FIGURA 3. A) Centro ativo da protease serina mostrando a tríade catalítica (verde) e aminoácidos que formam a cavidade de que liga a região clivável do substrato (ciano) e as duas pontes dissulfureto Cys281-Cys297 e Cys437-Cys465 (amarelo). B) Representação das ligações dissulfureto (amarelo) que são responsáveis pela estabilização da estrutura da proteína.

Função

Em termos de função, a enzima TMPRSS2 tem sido associada a processos fisiológicos e patológicos tais como digestão, remodelação de tecidos, coagulação do sangue, fertilidade, respostas inflamatórias, invasão de células tumorais, apoptose e dor6. No entanto, a sua função específica permanece ainda desconhecida9.

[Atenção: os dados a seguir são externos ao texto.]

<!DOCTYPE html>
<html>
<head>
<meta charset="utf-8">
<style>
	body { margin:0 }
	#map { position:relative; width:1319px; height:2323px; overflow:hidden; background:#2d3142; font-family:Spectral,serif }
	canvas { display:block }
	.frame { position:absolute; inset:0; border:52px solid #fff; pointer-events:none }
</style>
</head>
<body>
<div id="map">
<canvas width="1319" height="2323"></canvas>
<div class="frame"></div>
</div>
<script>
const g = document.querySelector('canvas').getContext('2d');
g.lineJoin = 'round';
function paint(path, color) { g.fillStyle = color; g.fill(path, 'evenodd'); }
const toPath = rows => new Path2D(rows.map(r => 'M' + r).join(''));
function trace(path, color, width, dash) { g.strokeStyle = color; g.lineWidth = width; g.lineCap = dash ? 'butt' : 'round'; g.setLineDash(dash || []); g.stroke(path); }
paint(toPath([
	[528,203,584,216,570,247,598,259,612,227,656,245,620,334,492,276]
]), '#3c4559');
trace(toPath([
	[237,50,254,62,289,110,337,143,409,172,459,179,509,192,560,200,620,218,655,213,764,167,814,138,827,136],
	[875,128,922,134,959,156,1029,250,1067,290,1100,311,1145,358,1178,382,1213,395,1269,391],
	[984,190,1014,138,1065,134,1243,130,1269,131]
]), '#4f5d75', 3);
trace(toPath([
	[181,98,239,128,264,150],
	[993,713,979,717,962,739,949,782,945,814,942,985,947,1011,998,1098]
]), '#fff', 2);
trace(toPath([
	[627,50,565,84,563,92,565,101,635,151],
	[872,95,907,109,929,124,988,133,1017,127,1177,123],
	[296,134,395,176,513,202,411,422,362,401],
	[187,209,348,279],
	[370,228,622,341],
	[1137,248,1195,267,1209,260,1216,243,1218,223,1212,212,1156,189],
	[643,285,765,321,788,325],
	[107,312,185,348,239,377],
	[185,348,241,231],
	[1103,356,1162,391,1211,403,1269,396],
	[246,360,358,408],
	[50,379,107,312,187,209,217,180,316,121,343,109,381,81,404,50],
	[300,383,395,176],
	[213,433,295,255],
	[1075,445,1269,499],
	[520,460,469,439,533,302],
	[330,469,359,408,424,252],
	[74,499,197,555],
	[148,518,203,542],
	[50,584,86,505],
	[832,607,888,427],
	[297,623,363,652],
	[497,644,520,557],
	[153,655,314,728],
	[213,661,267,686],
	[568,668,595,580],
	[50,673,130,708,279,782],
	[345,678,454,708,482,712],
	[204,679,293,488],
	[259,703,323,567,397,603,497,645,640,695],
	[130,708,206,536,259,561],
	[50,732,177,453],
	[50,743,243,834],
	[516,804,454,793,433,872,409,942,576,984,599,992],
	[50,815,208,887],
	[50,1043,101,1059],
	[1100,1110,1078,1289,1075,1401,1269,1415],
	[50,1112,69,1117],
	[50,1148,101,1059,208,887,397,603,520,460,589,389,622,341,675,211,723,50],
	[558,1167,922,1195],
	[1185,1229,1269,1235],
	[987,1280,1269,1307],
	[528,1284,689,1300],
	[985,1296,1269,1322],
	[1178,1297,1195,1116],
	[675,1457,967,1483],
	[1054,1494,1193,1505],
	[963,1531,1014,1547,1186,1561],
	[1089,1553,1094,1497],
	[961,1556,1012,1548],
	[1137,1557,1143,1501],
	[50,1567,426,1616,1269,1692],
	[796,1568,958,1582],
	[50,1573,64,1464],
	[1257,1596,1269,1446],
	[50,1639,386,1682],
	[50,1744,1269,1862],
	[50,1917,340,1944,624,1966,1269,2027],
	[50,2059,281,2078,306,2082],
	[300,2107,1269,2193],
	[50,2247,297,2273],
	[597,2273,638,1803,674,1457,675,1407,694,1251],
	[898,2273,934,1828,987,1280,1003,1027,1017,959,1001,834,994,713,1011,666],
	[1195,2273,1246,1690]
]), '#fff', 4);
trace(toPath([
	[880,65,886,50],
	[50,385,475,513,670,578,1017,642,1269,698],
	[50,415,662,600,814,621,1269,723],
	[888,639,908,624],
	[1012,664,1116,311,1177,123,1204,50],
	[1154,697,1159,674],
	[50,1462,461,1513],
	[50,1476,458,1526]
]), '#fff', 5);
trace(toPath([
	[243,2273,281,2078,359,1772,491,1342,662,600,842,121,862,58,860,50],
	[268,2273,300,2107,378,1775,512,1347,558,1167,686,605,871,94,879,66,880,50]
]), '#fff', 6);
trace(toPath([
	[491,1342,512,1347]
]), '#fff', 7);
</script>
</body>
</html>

Papel da enzima TMPRSS2 na infeção viral pelo SARS-CoV-2

Para que o vírus SARS-CoV-2 infete uma célula, a proteína de espícula (do inglês spike) necessita de se ligar a um recetor da célula hospedeira humana denominado ACE2 (do inglês Angiotensin Converting Enzyme 2)6. Após a ligação entre ambas, há a necessidade de ocorrer clivagem da proteína de espícula, por parte da enzima TMPRSS2, para que a fusão entre as membranas celulares viral e hospedeira tenha lugar (FIGURA 4). A clivagem da proteína de espícula expõe uma região denominada “péptido de fusão”, que permite a entrada viral. Este processo envolve uma mudança estrutural na proteína de espícula. Após a entrada, o genoma viral, que tem a forma de RNAmensageiro, é libertado no citoplasma celular do hospedeiro. Estas alterações conformacionais e o processo de fusão requerem a ação de proteases celulares, cuja disponibilidade é uma etapa limitadora de velocidade na entrada do coronavírus6. Em particular, as proteases serina transmembranares do tipo II são ancoradas nas membranas citoplasmáticas e a enzima TMPRSS2 é uma delas. A protease pulmonar TMPRSS2 cliva a proteína de espícula em múltiplos locais, para que a fusão entre as membranas celulares viral e hospedeira possa ocorrer10. Este evento provoca a diminuição da sensibilidade viral à inibição através da neutralização de anticorpos, ou seja, conferindo resistência ao processo10.


FIGURA 4. Processo de infeção viral através da interação das proteínas de espícula do vírus SARS-CoV-2 com as proteínas TMPRSS2 e ACE2, evidenciando a clivagem da proteína de espícula pela TMPRSS2 e a sua interação com ACE2, nos pulmões.

Como a enzima TMPRSS2 subsiste dentro e fora do pulmão, pode contribuir para a propagação extrapulmonar do vírus, o que justifica uma maior exploração desta enzima como um potencial alvo para limitar a propagação viral e, consequentemente, a infecciosidade. De facto, já foram realizados testes in vitro e in silico que demonstraram que a inibição da TMPRSS2 diminui a infeção da célula hospedeira, e por isso, a comunidade científica tem insistido na procura e desenvolvimento de inibidores para esta enzima para que estes possam ser administrados em humanos11, 12. Assim, será possível combater a infeção pelo vírus SARS-CoV-2 de forma eficaz.